*** Opening of Supplied material ***

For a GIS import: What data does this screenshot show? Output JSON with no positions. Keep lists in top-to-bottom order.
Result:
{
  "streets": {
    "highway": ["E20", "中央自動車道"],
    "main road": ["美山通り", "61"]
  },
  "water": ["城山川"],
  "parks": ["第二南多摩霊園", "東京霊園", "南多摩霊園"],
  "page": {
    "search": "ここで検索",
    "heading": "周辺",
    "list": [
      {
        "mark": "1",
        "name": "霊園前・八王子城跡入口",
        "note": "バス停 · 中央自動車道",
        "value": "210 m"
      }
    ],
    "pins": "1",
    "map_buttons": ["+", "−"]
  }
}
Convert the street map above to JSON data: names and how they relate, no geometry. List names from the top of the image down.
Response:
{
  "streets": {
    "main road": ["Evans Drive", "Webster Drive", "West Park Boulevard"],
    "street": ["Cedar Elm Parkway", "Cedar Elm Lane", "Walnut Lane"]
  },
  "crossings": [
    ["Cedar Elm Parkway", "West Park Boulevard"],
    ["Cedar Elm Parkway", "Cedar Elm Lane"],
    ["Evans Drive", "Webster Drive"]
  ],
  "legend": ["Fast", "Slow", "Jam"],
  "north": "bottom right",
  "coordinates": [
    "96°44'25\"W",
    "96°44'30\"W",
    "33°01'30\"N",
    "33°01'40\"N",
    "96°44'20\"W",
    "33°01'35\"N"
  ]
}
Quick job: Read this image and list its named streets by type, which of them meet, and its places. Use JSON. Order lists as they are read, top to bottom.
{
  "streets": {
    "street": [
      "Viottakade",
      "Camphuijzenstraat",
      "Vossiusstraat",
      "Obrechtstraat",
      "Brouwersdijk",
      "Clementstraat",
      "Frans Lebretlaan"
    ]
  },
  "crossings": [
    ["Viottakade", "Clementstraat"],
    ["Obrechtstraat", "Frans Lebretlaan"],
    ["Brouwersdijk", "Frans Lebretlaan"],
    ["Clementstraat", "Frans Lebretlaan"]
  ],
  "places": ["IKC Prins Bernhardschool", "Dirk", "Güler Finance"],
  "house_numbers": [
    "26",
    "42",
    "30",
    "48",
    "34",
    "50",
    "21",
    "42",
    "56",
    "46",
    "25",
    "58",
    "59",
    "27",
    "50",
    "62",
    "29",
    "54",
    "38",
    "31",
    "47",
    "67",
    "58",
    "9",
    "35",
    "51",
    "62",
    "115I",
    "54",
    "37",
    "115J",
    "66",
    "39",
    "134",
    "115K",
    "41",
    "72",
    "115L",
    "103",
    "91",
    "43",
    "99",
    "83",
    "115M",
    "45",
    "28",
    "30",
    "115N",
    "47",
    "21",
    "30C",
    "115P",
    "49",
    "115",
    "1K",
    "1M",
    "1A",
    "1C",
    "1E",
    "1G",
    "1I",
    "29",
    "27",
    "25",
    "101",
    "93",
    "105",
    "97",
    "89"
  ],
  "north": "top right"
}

*** Close of Supplied material ***

◆ **Work item**: Lines with "data" in the records above: copy every one of them.

◆ **Response**:
For a GIS import: What data does this screenshot show? Output JSON with no positions. Keep lists in top-to-bottom order.
Convert the street map above to JSON data: names and how they relate, no geometry. List names from the top of the image down.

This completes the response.